Thomas Gottschalk und “Wetten, dass..?! wurde ja schon öfters eine Krise angedichtet. Immer die gleichen Gäste, fadere Wetten sowie immer weniger Zuschauer und peinlichere Gespräche. Das alles mag ja stimmen. Am Samstag moderierte der 59-jährige allerdings zum dritten Mal eine “Wetten, dass..?”-Sendung auf der spanischen Ferieninsel Mallorca. Insgesamt war es die 182. Ausgabe. Nach geduldiger Sichtung ist jedoch auch nicht von der Hand zu weisen, dass man Gottschalk nur ewiges Mittelmeer und ewige Sonne wünschen kann. Selten sah er weniger 59-jährig aus. Das lag aber nicht nur am weißen Anzug, der Gel-Frisur oder der Muschelkette. Schon lange plätscherte das Promi-Wetten-Prinzip nicht mehr so soft und störungsfrei dahin, wie an diesem Abend. Für Gottschalk und seine Show scheint die Stierkampfarena Coliseo Balear mit dem enthusiastischen Publikum ein Jungbrunnen zu sein. Viele Gäste wirkten dabei wie aus der Vergangenheit gebeamt. Mitwirkende hierbei waren nämlich unter anderem Simple Minds, eine Beatles-Revival-Band, Ralf Moeller sowie Placido Domingo und Otto Waalkes.
Eigentlich fehlte nur noch Jopi Heesters. Allerdings wäre für ihn der Flug auf die 30 Grad heiße Mittelmeerinsel wohl doch ein wenig zu anstrengend gewesen. So bemühte sich Gottschalk zu späterer Stunde eben anderweitig, die Zielgruppe der 14 bis 49-jährigen bei Laune zu halten. Dazu trugen wiederum Gäste wie US-Sängerin Ashley Tisdale oder Germany´s Next Topmodel Sara Nuru bei.
Ebenfalls zu Gast war auch Michelle Hunziker. Von ihr wollte er allen Ernstes wissen, ob Berlusconis Haare wirklich überall echt sind. Ebenso fragte er die Ex-Frau von Ramazotti, die an dessen Seite offenbar ewige Berühmtheit erlangte, ob Deutschland und Italien nicht mal ihre Regierungschefs tauschen sollten.
Die angekündigte Naomi Campbell hatte da allerdings wohl weniger Geduld mit Deutschlands bekanntestem Fernsehmann. Kurzerhand lud der ZDF sie wieder aus. Naomi stellte offenbar unannehmbare Forderungen hinsichtlich ihrer Auftrittszeit.

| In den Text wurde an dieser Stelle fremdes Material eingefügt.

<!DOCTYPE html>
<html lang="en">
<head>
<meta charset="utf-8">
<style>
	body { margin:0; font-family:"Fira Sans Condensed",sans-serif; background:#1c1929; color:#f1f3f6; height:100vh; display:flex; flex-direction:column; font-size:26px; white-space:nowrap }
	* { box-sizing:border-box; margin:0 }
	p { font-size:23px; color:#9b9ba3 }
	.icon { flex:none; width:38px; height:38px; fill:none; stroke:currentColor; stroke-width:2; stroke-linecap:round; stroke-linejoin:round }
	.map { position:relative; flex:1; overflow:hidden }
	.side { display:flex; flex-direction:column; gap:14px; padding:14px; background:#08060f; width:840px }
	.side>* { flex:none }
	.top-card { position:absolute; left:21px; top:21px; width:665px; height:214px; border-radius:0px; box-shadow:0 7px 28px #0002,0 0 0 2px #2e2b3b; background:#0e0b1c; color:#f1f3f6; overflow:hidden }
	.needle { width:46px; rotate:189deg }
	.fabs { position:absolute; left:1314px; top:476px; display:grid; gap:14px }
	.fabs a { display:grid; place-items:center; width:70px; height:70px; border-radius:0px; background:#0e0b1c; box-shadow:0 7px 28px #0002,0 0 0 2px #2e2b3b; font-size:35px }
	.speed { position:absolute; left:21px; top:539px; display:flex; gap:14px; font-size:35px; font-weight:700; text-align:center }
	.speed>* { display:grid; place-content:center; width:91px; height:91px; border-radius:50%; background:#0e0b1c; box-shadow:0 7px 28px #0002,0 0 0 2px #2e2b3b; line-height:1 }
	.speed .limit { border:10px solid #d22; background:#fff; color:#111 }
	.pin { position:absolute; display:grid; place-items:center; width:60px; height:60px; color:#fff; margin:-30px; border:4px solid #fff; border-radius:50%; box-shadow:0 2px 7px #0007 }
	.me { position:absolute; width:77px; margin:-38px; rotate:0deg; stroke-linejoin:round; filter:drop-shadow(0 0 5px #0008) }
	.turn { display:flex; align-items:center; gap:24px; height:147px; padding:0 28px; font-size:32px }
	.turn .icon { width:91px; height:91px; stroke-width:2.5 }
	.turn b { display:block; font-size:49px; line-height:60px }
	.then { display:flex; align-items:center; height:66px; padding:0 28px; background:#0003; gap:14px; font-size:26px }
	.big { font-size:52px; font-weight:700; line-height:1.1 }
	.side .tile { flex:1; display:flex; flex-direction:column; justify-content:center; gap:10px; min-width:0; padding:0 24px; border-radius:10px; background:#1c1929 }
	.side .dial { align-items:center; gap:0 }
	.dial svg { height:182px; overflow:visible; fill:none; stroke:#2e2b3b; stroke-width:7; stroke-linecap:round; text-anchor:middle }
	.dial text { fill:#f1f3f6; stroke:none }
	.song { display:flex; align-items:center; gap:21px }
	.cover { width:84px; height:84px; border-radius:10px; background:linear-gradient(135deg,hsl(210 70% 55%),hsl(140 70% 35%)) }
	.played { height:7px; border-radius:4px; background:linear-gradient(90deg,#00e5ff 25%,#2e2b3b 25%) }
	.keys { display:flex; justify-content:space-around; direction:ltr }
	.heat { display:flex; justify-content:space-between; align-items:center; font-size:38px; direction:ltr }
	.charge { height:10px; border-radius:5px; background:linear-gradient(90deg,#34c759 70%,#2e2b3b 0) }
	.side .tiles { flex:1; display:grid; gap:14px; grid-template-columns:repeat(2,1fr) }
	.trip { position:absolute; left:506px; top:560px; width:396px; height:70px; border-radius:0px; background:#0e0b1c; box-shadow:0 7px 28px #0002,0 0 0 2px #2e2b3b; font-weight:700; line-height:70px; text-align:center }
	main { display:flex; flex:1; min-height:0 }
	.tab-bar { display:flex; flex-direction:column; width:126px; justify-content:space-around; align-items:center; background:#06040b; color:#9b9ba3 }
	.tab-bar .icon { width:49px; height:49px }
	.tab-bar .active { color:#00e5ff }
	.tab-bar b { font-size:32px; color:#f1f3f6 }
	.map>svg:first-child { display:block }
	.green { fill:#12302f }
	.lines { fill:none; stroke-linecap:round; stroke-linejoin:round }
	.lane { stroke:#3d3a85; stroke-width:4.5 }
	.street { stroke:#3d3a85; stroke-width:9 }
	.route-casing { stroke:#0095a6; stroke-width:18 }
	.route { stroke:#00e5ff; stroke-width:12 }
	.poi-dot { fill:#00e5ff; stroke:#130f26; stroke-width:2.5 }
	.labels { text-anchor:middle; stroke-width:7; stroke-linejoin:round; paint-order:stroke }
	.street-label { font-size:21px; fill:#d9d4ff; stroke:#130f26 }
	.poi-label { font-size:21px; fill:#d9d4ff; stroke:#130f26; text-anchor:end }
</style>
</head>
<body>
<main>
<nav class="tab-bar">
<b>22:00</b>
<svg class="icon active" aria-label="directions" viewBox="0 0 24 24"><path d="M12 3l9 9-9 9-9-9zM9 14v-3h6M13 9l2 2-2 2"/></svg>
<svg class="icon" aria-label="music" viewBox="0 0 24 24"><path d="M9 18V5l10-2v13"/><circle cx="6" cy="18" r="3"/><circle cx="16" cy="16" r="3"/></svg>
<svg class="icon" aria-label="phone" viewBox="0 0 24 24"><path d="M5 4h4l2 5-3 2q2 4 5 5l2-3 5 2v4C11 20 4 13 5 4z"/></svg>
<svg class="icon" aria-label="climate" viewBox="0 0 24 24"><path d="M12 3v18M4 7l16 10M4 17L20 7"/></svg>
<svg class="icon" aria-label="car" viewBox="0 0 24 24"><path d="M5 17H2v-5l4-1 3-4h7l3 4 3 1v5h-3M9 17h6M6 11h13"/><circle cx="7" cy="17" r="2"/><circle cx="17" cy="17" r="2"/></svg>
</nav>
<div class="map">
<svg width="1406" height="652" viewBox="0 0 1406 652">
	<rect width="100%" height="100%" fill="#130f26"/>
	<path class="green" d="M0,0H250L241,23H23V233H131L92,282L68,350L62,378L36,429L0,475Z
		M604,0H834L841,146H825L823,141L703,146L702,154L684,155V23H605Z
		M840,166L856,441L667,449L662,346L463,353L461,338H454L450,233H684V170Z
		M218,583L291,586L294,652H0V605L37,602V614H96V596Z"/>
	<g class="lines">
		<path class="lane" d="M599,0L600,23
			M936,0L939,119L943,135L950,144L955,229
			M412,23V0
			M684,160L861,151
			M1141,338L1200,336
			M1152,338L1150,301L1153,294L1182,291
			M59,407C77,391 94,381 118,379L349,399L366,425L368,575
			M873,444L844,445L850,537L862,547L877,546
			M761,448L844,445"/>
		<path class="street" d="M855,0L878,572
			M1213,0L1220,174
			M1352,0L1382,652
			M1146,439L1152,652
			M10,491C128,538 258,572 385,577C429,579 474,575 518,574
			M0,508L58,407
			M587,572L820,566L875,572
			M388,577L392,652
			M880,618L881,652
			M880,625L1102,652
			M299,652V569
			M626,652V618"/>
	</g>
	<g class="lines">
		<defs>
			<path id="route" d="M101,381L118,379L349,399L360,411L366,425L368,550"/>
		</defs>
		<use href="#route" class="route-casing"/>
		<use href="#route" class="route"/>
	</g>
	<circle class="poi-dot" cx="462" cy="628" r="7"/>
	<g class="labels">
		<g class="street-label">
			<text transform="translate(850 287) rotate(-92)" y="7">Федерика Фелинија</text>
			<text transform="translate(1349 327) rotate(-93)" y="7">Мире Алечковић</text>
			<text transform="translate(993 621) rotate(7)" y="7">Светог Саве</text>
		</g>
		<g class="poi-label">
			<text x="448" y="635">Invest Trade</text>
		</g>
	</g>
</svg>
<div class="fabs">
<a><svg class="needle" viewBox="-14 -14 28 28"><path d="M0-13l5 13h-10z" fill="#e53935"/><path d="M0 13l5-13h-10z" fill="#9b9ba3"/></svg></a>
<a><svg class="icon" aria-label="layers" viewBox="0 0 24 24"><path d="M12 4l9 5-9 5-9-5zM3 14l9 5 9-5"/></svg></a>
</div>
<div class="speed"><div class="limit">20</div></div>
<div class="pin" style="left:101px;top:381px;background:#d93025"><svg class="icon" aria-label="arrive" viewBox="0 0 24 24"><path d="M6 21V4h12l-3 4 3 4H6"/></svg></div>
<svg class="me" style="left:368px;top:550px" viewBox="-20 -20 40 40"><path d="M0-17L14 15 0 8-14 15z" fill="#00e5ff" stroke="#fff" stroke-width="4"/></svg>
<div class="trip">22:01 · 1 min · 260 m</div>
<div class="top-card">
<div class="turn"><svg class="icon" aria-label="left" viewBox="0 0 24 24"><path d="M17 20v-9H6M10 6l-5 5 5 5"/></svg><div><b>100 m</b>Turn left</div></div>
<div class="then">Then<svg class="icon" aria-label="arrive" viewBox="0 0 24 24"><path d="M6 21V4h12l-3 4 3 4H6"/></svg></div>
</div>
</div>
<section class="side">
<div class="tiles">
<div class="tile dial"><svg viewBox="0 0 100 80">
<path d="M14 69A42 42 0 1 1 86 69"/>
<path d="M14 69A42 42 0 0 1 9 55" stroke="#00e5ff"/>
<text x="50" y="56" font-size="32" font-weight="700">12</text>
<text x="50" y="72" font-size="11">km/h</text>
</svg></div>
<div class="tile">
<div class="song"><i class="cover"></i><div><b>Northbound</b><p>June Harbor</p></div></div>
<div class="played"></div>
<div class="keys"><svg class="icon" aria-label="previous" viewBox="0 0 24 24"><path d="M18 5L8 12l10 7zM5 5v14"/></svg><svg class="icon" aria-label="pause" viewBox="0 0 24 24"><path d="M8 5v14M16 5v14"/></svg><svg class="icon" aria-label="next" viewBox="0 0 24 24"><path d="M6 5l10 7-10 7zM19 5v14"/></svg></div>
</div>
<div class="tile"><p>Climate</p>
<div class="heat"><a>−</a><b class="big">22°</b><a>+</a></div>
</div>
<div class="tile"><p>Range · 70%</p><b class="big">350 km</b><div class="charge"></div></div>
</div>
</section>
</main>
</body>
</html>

Das kann sich also Europas erfolgreichste Fernsehshow immer noch leisten. Da darf dann die Couch-Besetzung auch ruhig mal ein bisschen weniger berühmt daherkommen. Eines muss man Gottschalk jedoch wirklich lassen, denn seit 20/30 Jahren lächelt er jede Kritik und jeden schlechten Gag einfach weg. Zudem wurde an diesem langen Samstagabend scheinbar nicht nur unter den Gästen, sondern auch unterm Publikum die Long Drinks verteilt. Zum Teil feierte das Publikum nämlich sogar selbständig mit La-Ola-Wellen, sodaß Otto Waalkes anschließlich versuchte, die Massendynamik zu stoppen. Auch am Ende unterhielt sich das Publikum wieder ohne weiteres Zutun des Showmasters selbst. In diesem Sinne also, Sangria für alle!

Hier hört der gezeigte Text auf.